Problem statement:
In your copy, leave out the pictures and repeat the entries below exactly.

** Opening Dataset block **

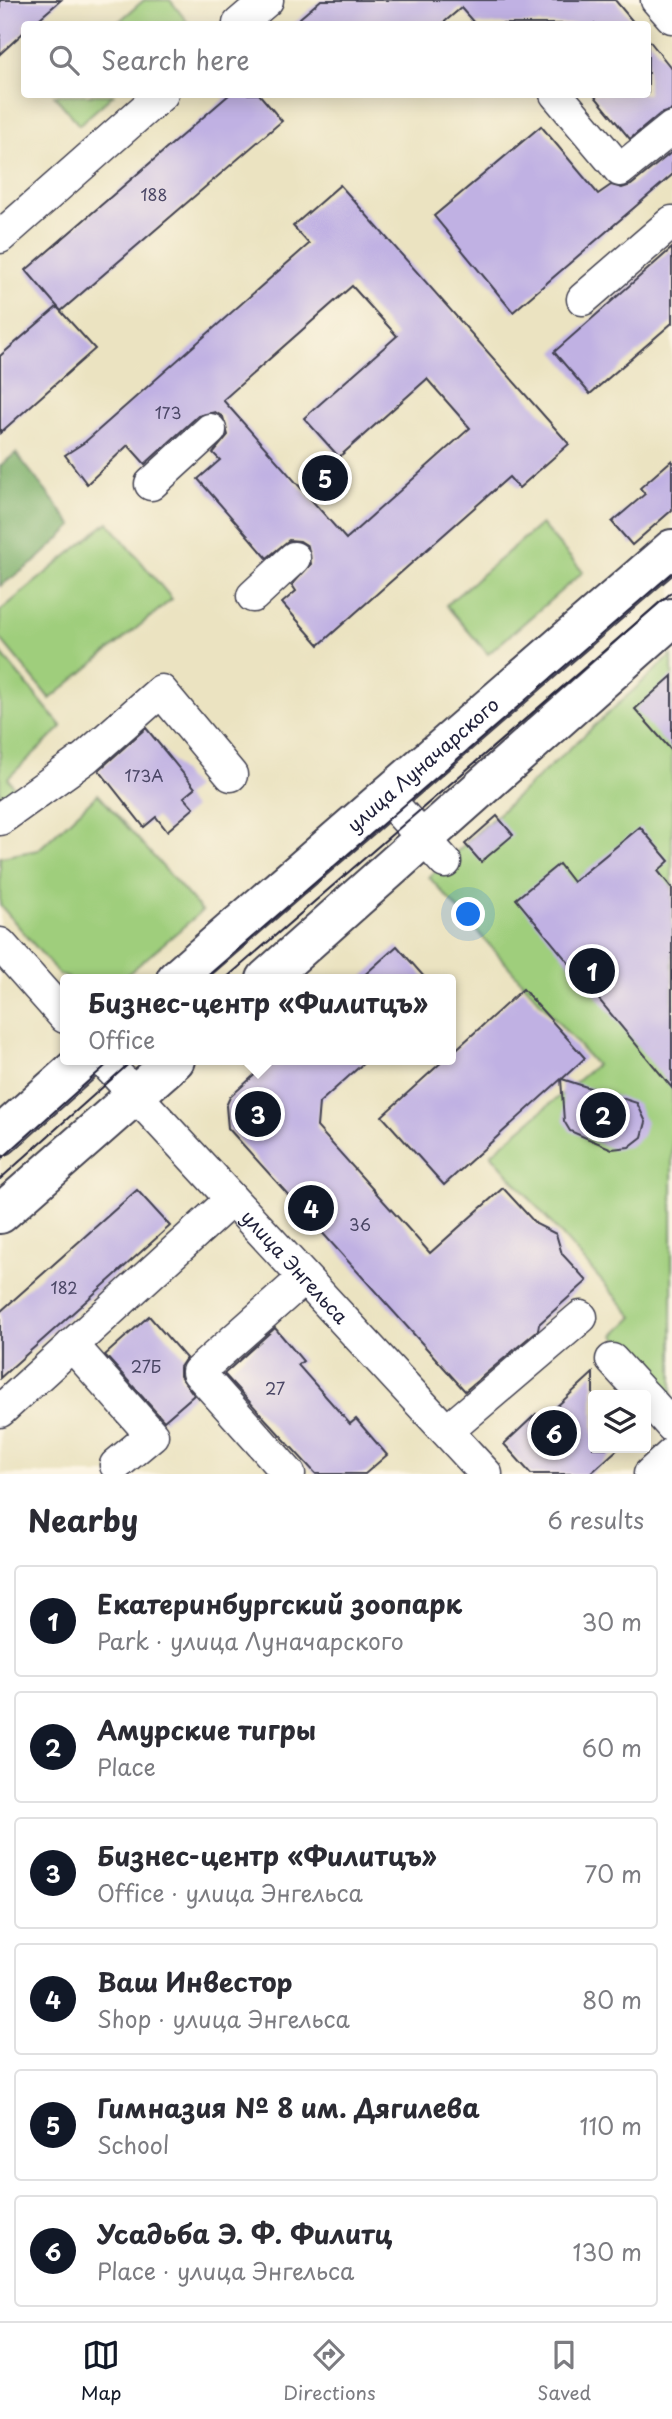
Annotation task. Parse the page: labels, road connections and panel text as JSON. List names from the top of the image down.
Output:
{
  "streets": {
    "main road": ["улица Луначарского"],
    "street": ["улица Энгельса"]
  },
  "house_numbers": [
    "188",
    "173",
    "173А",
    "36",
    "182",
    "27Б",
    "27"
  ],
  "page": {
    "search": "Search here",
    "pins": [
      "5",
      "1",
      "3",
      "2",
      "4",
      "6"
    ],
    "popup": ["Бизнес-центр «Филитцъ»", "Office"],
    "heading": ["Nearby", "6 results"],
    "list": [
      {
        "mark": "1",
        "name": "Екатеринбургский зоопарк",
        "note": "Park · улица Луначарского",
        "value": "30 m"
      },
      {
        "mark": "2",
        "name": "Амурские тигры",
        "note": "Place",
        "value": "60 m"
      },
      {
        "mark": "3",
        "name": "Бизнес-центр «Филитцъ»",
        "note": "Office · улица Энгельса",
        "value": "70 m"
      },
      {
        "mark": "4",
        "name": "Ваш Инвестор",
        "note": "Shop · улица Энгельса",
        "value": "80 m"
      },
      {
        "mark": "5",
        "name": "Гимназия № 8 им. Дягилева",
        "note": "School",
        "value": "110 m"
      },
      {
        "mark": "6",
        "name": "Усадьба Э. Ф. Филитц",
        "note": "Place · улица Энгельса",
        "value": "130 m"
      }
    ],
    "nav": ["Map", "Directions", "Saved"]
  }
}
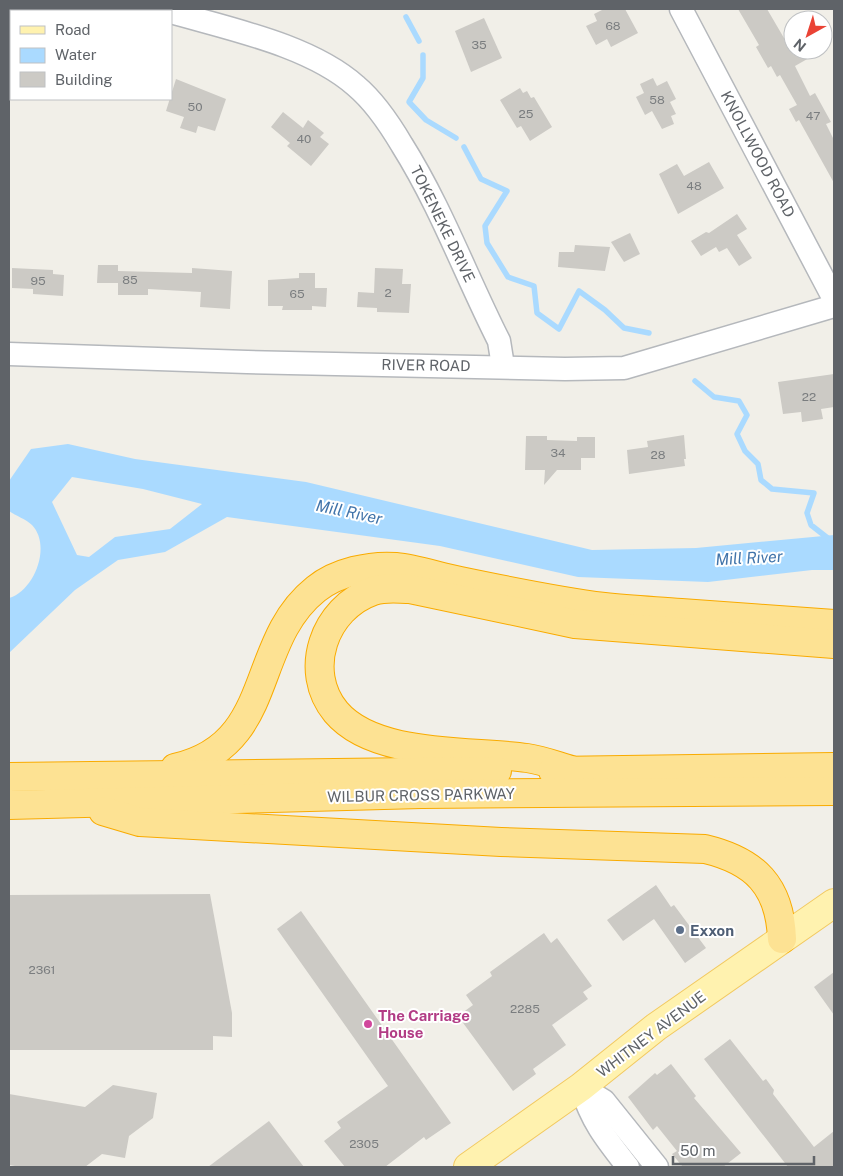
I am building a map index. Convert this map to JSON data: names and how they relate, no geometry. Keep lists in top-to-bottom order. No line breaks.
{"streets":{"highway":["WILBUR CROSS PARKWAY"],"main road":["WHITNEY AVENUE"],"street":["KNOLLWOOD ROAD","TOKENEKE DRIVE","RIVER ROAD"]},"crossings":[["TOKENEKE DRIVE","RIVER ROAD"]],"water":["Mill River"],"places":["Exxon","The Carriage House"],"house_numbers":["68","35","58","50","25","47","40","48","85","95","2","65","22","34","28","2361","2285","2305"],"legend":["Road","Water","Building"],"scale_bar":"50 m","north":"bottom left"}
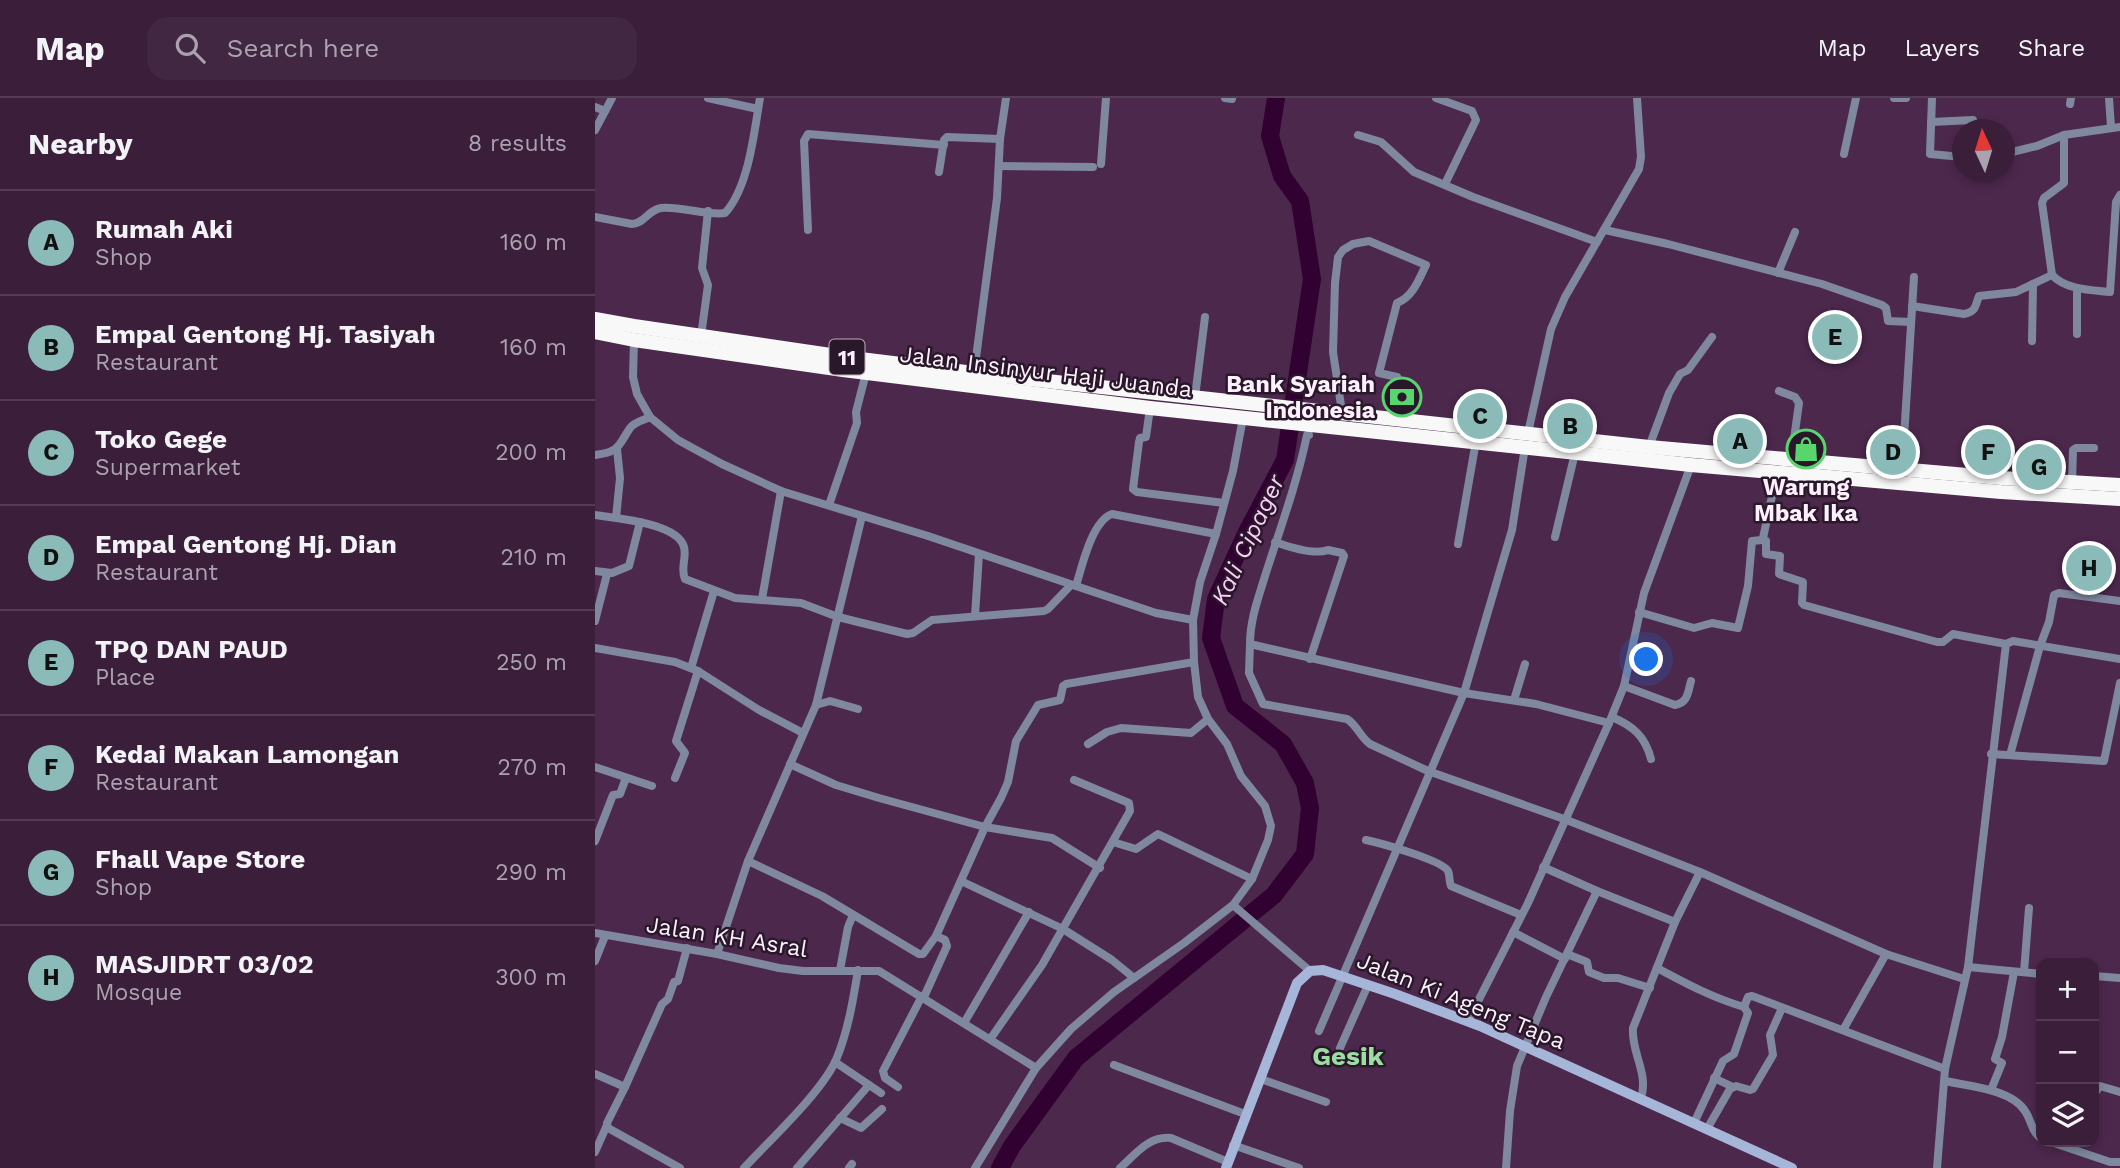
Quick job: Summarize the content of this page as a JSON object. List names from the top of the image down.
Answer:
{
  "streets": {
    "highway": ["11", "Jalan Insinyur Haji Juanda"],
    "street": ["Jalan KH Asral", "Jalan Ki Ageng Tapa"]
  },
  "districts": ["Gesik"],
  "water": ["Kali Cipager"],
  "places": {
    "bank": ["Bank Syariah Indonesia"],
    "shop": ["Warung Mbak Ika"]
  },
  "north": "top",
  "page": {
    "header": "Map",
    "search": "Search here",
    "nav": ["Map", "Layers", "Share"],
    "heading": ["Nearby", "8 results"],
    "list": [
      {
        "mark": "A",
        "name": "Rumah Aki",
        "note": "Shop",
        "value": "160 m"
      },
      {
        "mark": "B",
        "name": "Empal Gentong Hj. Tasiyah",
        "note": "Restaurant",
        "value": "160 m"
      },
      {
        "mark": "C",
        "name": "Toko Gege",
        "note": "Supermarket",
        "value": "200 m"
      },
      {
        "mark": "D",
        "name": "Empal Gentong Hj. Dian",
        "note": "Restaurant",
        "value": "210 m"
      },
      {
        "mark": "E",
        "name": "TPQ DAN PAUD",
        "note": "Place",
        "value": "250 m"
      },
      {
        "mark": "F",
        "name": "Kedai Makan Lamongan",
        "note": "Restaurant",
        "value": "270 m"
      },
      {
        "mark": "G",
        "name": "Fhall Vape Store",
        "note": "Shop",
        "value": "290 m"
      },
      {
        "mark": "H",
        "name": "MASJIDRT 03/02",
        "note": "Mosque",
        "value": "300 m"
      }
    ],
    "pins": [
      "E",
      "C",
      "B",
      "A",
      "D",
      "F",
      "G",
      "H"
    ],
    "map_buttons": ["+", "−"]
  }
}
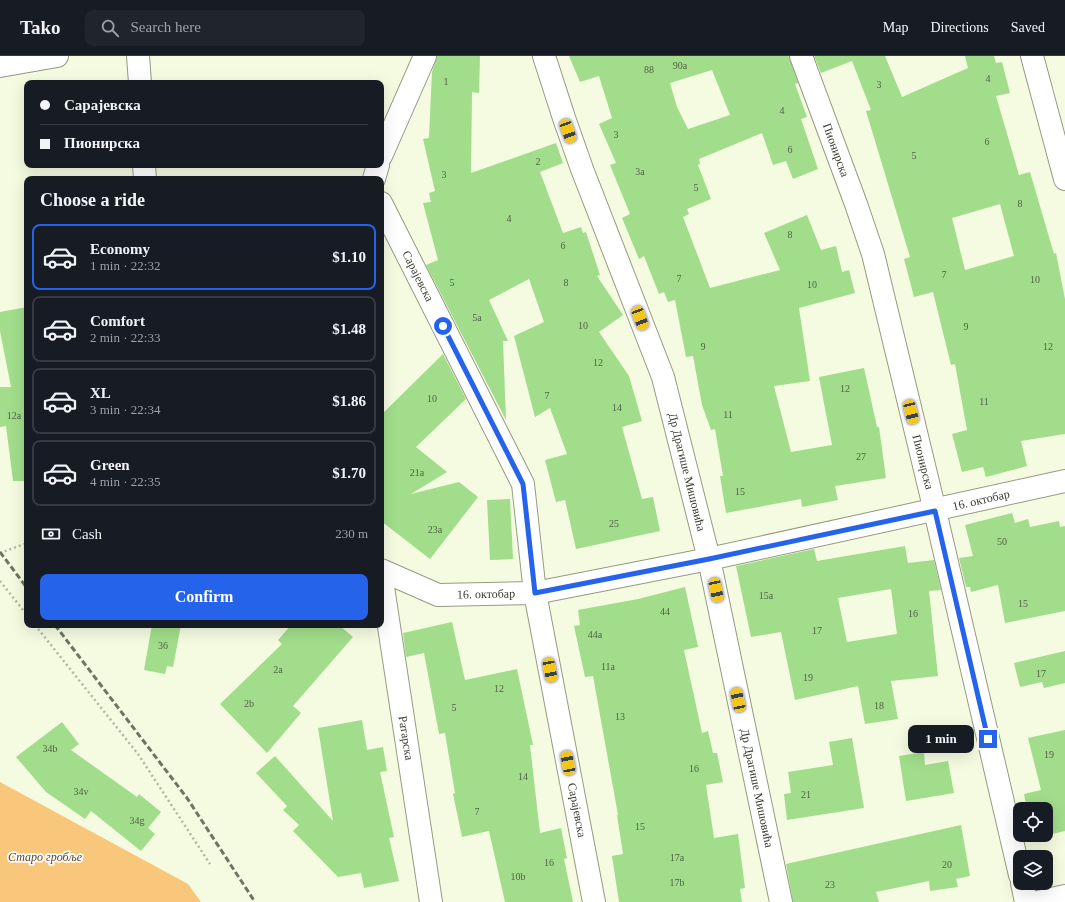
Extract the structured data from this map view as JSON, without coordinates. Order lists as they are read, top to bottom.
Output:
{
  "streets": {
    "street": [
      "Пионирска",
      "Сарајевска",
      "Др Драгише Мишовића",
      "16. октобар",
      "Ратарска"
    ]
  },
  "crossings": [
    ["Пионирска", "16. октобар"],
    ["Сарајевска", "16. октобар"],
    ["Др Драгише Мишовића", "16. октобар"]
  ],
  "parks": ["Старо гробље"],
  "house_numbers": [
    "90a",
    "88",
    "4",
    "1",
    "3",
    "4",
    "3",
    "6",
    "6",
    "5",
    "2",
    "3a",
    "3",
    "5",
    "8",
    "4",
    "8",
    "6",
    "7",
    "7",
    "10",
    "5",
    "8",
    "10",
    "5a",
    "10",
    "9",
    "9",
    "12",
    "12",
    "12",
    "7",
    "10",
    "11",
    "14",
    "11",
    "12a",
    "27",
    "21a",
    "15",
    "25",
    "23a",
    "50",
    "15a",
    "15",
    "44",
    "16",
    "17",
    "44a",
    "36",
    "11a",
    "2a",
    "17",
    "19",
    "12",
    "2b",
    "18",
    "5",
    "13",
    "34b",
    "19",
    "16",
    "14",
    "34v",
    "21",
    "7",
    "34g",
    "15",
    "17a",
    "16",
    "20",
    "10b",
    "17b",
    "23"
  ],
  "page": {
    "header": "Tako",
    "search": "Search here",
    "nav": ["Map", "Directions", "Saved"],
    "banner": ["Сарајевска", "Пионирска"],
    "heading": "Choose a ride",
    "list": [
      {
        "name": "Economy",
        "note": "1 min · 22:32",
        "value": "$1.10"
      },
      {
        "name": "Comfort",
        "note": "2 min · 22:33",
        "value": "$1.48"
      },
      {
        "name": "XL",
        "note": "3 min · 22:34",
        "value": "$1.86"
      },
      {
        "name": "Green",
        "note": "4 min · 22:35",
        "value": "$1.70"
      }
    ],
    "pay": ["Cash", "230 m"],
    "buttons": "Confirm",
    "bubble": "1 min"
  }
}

** Closing Dataset block **

Answer box:
Annotation task. Parse the page: labels, road connections and panel text as JSON. List names from the top of the image down.
Output:
{
  "streets": {
    "main road": ["улица Луначарского"],
    "street": ["улица Энгельса"]
  },
  "house_numbers": [
    "188",
    "173",
    "173А",
    "36",
    "182",
    "27Б",
    "27"
  ],
  "page": {
    "search": "Search here",
    "pins": [
      "5",
      "1",
      "3",
      "2",
      "4",
      "6"
    ],
    "popup": ["Бизнес-центр «Филитцъ»", "Office"],
    "heading": ["Nearby", "6 results"],
    "list": [
      {
        "mark": "1",
        "name": "Екатеринбургский зоопарк",
        "note": "Park · улица Луначарского",
        "value": "30 m"
      },
      {
        "mark": "2",
        "name": "Амурские тигры",
        "note": "Place",
        "value": "60 m"
      },
      {
        "mark": "3",
        "name": "Бизнес-центр «Филитцъ»",
        "note": "Office · улица Энгельса",
        "value": "70 m"
      },
      {
        "mark": "4",
        "name": "Ваш Инвестор",
        "note": "Shop · улица Энгельса",
        "value": "80 m"
      },
      {
        "mark": "5",
        "name": "Гимназия № 8 им. Дягилева",
        "note": "School",
        "value": "110 m"
      },
      {
        "mark": "6",
        "name": "Усадьба Э. Ф. Филитц",
        "note": "Place · улица Энгельса",
        "value": "130 m"
      }
    ],
    "nav": ["Map", "Directions", "Saved"]
  }
}
I am building a map index. Convert this map to JSON data: names and how they relate, no geometry. Keep lists in top-to-bottom order. No line breaks.
{"streets":{"highway":["WILBUR CROSS PARKWAY"],"main road":["WHITNEY AVENUE"],"street":["KNOLLWOOD ROAD","TOKENEKE DRIVE","RIVER ROAD"]},"crossings":[["TOKENEKE DRIVE","RIVER ROAD"]],"water":["Mill River"],"places":["Exxon","The Carriage House"],"house_numbers":["68","35","58","50","25","47","40","48","85","95","2","65","22","34","28","2361","2285","2305"],"legend":["Road","Water","Building"],"scale_bar":"50 m","north":"bottom left"}
Quick job: Summarize the content of this page as a JSON object. List names from the top of the image down.
Answer:
{
  "streets": {
    "highway": ["11", "Jalan Insinyur Haji Juanda"],
    "street": ["Jalan KH Asral", "Jalan Ki Ageng Tapa"]
  },
  "districts": ["Gesik"],
  "water": ["Kali Cipager"],
  "places": {
    "bank": ["Bank Syariah Indonesia"],
    "shop": ["Warung Mbak Ika"]
  },
  "north": "top",
  "page": {
    "header": "Map",
    "search": "Search here",
    "nav": ["Map", "Layers", "Share"],
    "heading": ["Nearby", "8 results"],
    "list": [
      {
        "mark": "A",
        "name": "Rumah Aki",
        "note": "Shop",
        "value": "160 m"
      },
      {
        "mark": "B",
        "name": "Empal Gentong Hj. Tasiyah",
        "note": "Restaurant",
        "value": "160 m"
      },
      {
        "mark": "C",
        "name": "Toko Gege",
        "note": "Supermarket",
        "value": "200 m"
      },
      {
        "mark": "D",
        "name": "Empal Gentong Hj. Dian",
        "note": "Restaurant",
        "value": "210 m"
      },
      {
        "mark": "E",
        "name": "TPQ DAN PAUD",
        "note": "Place",
        "value": "250 m"
      },
      {
        "mark": "F",
        "name": "Kedai Makan Lamongan",
        "note": "Restaurant",
        "value": "270 m"
      },
      {
        "mark": "G",
        "name": "Fhall Vape Store",
        "note": "Shop",
        "value": "290 m"
      },
      {
        "mark": "H",
        "name": "MASJIDRT 03/02",
        "note": "Mosque",
        "value": "300 m"
      }
    ],
    "pins": [
      "E",
      "C",
      "B",
      "A",
      "D",
      "F",
      "G",
      "H"
    ],
    "map_buttons": ["+", "−"]
  }
}
Extract the structured data from this map view as JSON, without coordinates. Order lists as they are read, top to bottom.
Output:
{
  "streets": {
    "street": [
      "Пионирска",
      "Сарајевска",
      "Др Драгише Мишовића",
      "16. октобар",
      "Ратарска"
    ]
  },
  "crossings": [
    ["Пионирска", "16. октобар"],
    ["Сарајевска", "16. октобар"],
    ["Др Драгише Мишовића", "16. октобар"]
  ],
  "parks": ["Старо гробље"],
  "house_numbers": [
    "90a",
    "88",
    "4",
    "1",
    "3",
    "4",
    "3",
    "6",
    "6",
    "5",
    "2",
    "3a",
    "3",
    "5",
    "8",
    "4",
    "8",
    "6",
    "7",
    "7",
    "10",
    "5",
    "8",
    "10",
    "5a",
    "10",
    "9",
    "9",
    "12",
    "12",
    "12",
    "7",
    "10",
    "11",
    "14",
    "11",
    "12a",
    "27",
    "21a",
    "15",
    "25",
    "23a",
    "50",
    "15a",
    "15",
    "44",
    "16",
    "17",
    "44a",
    "36",
    "11a",
    "2a",
    "17",
    "19",
    "12",
    "2b",
    "18",
    "5",
    "13",
    "34b",
    "19",
    "16",
    "14",
    "34v",
    "21",
    "7",
    "34g",
    "15",
    "17a",
    "16",
    "20",
    "10b",
    "17b",
    "23"
  ],
  "page": {
    "header": "Tako",
    "search": "Search here",
    "nav": ["Map", "Directions", "Saved"],
    "banner": ["Сарајевска", "Пионирска"],
    "heading": "Choose a ride",
    "list": [
      {
        "name": "Economy",
        "note": "1 min · 22:32",
        "value": "$1.10"
      },
      {
        "name": "Comfort",
        "note": "2 min · 22:33",
        "value": "$1.48"
      },
      {
        "name": "XL",
        "note": "3 min · 22:34",
        "value": "$1.86"
      },
      {
        "name": "Green",
        "note": "4 min · 22:35",
        "value": "$1.70"
      }
    ],
    "pay": ["Cash", "230 m"],
    "buttons": "Confirm",
    "bubble": "1 min"
  }
}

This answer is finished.